Selain sosok yang menjadi pilihan publik, fenomena lain yang dapat diamati dari karakter masyarakat lintas generasi ialah karakter pemimpin idaman. Sebagaimana pilihan yang terkonsentrasi, tergambar pula pola kesamaan selera dari semua generasi pemilih pada karakter pasangan calon yang akan memimpin bangsa ini selama lima tahun ke depan. Sosok tegas dan merakyat masih menjadi idaman pemilih dari semua generasi dan usia. Sosok yang mampu menghadirkan program dan agenda yang masuk akal pun menjadi salah satu pertimbangan utama para pemilih dari segala generasi memercayakan suaranya.
Meskipun demikian, jika ditelisik lebih mendalam, selera kaum muda pada sosok yang berani dan tegas lebih tinggi ketimbang generasi lainnya. Generasi tengah hingga tua lebih memberatkan pilihan pada kepribadian yang merakyat.

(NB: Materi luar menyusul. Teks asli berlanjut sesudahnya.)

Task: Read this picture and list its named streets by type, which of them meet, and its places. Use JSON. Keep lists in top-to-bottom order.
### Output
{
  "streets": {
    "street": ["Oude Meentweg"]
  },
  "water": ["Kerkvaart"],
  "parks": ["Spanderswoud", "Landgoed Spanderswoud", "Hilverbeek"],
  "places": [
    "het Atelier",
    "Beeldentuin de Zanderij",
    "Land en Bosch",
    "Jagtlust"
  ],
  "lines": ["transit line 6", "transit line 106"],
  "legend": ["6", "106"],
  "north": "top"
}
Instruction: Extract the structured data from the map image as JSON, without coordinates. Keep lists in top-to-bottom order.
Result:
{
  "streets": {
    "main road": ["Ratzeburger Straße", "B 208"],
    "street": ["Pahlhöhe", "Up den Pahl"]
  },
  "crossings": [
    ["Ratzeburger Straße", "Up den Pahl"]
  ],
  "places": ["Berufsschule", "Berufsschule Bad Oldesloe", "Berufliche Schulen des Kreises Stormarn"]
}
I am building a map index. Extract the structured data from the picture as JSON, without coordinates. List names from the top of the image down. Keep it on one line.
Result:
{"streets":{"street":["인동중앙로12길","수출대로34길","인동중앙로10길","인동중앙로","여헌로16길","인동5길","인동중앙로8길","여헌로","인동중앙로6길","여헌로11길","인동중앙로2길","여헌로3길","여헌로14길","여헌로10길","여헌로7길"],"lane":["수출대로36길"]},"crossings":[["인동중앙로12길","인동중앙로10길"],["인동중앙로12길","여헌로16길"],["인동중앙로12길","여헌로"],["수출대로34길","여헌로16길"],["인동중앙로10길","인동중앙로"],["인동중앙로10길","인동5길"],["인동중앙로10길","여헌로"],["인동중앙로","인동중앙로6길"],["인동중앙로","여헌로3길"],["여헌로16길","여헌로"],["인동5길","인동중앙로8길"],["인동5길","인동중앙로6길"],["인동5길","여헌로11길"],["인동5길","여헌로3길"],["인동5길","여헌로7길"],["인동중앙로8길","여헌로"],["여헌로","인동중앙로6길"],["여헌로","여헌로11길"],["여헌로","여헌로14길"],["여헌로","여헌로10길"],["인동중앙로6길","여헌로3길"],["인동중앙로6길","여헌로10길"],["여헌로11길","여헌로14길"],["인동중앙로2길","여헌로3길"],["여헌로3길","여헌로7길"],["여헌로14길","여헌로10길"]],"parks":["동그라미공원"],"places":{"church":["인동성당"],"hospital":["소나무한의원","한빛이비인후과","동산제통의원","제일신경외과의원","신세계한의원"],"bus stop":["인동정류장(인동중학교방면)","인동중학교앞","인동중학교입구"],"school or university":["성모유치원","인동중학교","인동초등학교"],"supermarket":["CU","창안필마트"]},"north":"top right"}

Terlepas dari perbedaan selera yang ada, siapa pun presiden dan wakil presiden yang terpilih nanti memiliki tugas utama yang sama, yakni melayani masyarakat. Tak hanya yang muda ataupun yang tua, tetapi juga seluruh rakyat Indonesia yang harus terpenuhi seluruh hak dan kewajibannya sebagai warga negara. Segala program dan agenda yang dijanjikan harus diwujudkan demi kemaslahatan bersama dan keberlanjutan Indonesia. (LITBANG KOMPAS)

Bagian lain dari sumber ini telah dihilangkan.